Studio album by the B-52's
- Released: August 27, 1980
- Recorded: April 1980
- Studios: Compass Point (Nassau, Bahamas)
- Genres: New wave; disco-punk; surf rock;
- Length: 34:44
- Labels: Warner Bros.; Island;
- Producers: Rhett Davies; the B-52's;

The B-52's chronology
| The B-52's (1979) | Wild Planet (1980) | Party Mix! (1981) |

Singles from Wild Planet
- "Private Idaho" Released: October 1980; "Give Me Back My Man" Released: 1980; "Party Out of Bounds" Released: 1980;

= Wild Planet =

Wild Planet is the second studio album by American new wave band the B-52's, released in August 1980 by Warner Bros. (US) and Island Records (Europe, Japan).

As with their first album, the B-52's traveled to Compass Point Studios in the Bahamas to record Wild Planet. Several of the songs from the album had been concert staples since 1978. The band did not record them for their first album, as they had more songs than could fit in a quality LP record.

== Reception ==
=== Critical ===

Billboard gave Wild Planet a positive review, calling it an improvement over the band's debut album and "a cinch for hot rotation in rock-oriented discos". Robert Christgau of The Village Voice observed, Party Out of Bounds' and 'Quiche Lorraine' are expert entertainments at best and the wacko parochialism of 'Private Idaho' is a positive annoyance. Only on 'Devil in My Car' and 'Give Me Back My Man' do they exploit the potential for meaning—cosmic and emotional, respectively—that accrues to the world's greatest new-wave kiddie-novelty disco-punk band."

Frank Rose of Rolling Stone felt that it "plainly lacks the relentless exuberance of the group's debut disc", which he considered "partly a result of the production: flatter and duller sounding than its predecessor". Conversely, New York Rocker wrote that Wild Planet "does a better job [than the first LP] of capturing Ricky Wilson's strangely-tuned riffing and the snap of Keith Strickland's drums." While Trouser Press thought the album had its "inspired moments", it concluded that "too much of the album, with its short length and recycled ideas, comes across as a pale imitation of its predecessor."

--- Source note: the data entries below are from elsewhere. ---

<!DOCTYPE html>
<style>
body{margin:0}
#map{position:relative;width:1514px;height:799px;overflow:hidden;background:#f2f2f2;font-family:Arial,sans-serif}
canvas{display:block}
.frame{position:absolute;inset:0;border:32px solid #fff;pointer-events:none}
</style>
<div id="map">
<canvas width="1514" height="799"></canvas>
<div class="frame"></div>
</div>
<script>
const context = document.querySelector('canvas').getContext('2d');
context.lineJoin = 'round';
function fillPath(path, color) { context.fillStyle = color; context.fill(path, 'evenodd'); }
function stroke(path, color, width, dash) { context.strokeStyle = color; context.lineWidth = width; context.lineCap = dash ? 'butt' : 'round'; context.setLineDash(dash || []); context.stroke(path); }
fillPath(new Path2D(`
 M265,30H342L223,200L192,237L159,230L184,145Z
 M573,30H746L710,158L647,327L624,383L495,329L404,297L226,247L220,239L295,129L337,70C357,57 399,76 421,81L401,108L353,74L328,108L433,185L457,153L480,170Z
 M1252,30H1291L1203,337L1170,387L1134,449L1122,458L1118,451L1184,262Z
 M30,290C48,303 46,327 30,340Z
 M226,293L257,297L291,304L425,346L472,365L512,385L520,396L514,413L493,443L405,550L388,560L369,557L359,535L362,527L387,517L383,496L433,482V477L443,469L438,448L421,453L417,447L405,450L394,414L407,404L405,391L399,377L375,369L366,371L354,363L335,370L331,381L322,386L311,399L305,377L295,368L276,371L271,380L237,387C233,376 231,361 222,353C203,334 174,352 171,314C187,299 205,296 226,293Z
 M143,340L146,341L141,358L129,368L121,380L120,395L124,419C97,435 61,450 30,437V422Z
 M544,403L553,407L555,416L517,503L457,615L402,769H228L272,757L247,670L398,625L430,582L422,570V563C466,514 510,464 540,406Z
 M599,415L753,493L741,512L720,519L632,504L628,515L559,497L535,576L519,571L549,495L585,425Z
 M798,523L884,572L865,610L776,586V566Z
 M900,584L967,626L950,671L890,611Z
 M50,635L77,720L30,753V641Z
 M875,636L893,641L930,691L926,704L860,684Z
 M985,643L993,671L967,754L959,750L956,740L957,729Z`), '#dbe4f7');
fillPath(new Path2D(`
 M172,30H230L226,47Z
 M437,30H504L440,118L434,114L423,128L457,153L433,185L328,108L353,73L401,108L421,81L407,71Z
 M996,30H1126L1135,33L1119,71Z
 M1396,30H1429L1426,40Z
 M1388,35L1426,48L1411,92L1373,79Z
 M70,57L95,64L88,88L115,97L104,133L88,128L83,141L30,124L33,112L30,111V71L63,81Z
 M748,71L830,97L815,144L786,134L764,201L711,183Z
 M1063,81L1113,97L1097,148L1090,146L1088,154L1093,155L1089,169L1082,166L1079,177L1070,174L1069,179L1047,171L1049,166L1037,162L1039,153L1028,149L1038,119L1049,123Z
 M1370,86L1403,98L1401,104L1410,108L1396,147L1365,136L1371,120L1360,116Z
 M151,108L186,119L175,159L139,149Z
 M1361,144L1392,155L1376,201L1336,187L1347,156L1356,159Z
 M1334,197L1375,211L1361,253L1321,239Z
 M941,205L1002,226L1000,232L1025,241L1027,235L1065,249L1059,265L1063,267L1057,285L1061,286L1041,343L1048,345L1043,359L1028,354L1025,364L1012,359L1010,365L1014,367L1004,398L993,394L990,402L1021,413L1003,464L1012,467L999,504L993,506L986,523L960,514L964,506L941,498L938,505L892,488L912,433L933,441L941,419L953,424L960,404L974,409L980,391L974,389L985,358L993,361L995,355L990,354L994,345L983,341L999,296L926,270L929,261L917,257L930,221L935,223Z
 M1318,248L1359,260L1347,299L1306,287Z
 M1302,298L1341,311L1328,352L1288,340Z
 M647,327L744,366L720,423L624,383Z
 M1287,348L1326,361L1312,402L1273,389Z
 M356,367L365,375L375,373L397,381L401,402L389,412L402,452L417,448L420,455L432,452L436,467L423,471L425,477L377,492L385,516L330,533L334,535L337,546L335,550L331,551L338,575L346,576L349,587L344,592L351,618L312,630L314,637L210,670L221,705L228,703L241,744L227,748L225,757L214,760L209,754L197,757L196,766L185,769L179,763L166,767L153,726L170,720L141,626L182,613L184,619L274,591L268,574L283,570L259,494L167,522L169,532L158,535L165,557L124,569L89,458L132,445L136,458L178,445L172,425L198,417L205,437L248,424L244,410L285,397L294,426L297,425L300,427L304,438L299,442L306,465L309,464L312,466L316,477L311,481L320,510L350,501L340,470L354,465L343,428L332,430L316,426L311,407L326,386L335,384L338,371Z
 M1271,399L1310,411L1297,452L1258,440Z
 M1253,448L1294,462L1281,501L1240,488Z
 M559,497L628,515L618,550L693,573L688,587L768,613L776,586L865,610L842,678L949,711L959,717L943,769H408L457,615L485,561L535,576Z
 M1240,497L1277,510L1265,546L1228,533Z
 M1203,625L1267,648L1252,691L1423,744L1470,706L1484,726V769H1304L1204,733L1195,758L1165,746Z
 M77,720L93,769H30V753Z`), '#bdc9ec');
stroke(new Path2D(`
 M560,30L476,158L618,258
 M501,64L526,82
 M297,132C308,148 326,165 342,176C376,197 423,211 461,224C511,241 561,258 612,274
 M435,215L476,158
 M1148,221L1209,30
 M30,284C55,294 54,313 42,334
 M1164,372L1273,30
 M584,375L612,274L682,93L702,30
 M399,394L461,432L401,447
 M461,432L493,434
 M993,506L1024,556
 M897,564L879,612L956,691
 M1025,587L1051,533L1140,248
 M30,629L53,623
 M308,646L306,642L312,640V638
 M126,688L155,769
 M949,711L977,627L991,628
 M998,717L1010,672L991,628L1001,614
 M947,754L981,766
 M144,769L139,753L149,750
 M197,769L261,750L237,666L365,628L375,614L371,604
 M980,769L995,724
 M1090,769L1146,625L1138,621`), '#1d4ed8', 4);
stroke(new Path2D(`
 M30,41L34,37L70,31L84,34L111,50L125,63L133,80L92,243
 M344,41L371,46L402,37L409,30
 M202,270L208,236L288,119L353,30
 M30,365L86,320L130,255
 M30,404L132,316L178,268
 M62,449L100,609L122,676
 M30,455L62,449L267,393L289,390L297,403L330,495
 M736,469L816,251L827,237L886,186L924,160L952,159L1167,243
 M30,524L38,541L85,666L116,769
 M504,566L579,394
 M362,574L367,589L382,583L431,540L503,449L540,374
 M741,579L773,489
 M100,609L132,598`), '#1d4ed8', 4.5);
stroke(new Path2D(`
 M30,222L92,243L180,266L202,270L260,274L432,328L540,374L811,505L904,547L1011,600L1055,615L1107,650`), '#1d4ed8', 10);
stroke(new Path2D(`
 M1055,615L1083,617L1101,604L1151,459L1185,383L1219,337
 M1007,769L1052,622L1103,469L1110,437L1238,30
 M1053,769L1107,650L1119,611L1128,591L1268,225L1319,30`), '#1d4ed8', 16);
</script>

In a retrospective review for AllMusic, David Cleary thought the songs were "faster, tighter, and punchier than previously, though production values are not as wonderfully quirky and detailed", and highlighted the "cunning mix of girl group, garage band, surf, and television theme song influences, all propelled along by an itchy dance beat." In 2018, Pitchfork ranked Wild Planet number 183 on its critics' list of the 200 greatest albums of the 1980s.

Professional ratings
Review scores
| Source | Rating |
| AllMusic | Star Half star |
| Christgau's Record Guide | B+ |
| The Encyclopedia of Popular Music | Star |
| MusicHound Rock | Star Half star |
| PopMatters | 8/10 |
| (The New) Rolling Stone Album Guide | Star |
| Select | 3/5 |
| Smash Hits | 8/10 |
| Spin Alternative Record Guide | 7/10 |

=== Commercial ===
Wild Planet charted for 27 weeks on the Billboard 200, peaking at No. 18. Wild Planet was certified Gold by the RIAA.

==Track listing==

Side one
| No. | Title | Writer(s) | Length |
|---|---|---|---|
| 1. | "Party Out of Bounds" | Fred Schneider; Keith Strickland; Ricky Wilson; Cindy Wilson; Kate Pierson; | 3:21 |
| 2. | "Dirty Back Road" | R. Wilson; Robert Waldrop; | 3:21 |
| 3. | "Runnin' Around" | Schneider; Strickland; R. Wilson; C. Wilson; Pierson; | 3:09 |
| 4. | "Give Me Back My Man" | Schneider; Strickland; R. Wilson; C. Wilson; | 4:00 |
| 5. | "Private Idaho" | Schneider; Strickland; R. Wilson; C. Wilson; Pierson; | 3:35 |

Side two
| No. | Title | Writer(s) | Length |
|---|---|---|---|
| 1. | "Devil in My Car" | Schneider; R. Wilson; C. Wilson; Pierson; | 4:28 |
| 2. | "Quiche Lorraine" | Schneider; Strickland; R. Wilson; | 3:58 |
| 3. | "Strobe Light" | Schneider; Strickland; R. Wilson; | 3:59 |
| 4. | "53 Miles West of Venus" | Strickland; R. Wilson; C. Wilson; Pierson; | 4:53 |
| Total length: |  |  | 34:44 |

==Personnel==
The B-52's
- Kate Pierson
- Fred Schneider
- Keith Strickland
- Cindy Wilson
- Ricky Wilson

Technical
- Rhett Davies – producer, engineer
- The B-52's – producers
- Chris Blackwell – executive producer
- Benjamin Armbrister – assistant engineer
- Robert Waldrop – art direction
- Lynn Goldsmith – cover photography
- La Verne & Phyllis – hairdos
- Paul Bricker – makeup

==Charts==

===Weekly charts===

| Chart (1980–81) | Peak position |
|---|---|
| Australian Albums (Kent Music Report) | 12 |
| Canada Top Albums/CDs (RPM) | 32 |
| New Zealand Albums (RMNZ) | 3 |
| UK Albums (Official Charts) | 18 |
| US Billboard 200 | 18 |

===Year-end charts===

| Chart (1980) | Position |
|---|---|
| New Zealand Albums (RMNZ) | 50 |

==Certifications==

| Region | Certification | Certified units/sales |
| United States (RIAA) | Gold | 500,000^{^} |
^{^} Shipments figures based on certification alone.

== In popular culture ==
Film director Gus Van Sant referred to the song "Private Idaho" in the title of his 1991 film My Own Private Idaho and thanked the band in the film's credits, although he did not seek approval from the band to use it.

On Season 18 of the reality show RuPaul’s Drag Race, contestant Jane Don't paid homage to the album and Kate Pierson, in the runway category "80s Ladies", on episode 8 "Snatch Game of Love: Island Edition".

Don't received praise for her challenge and runway presentation from the judges panel and from the band, especially Pierson.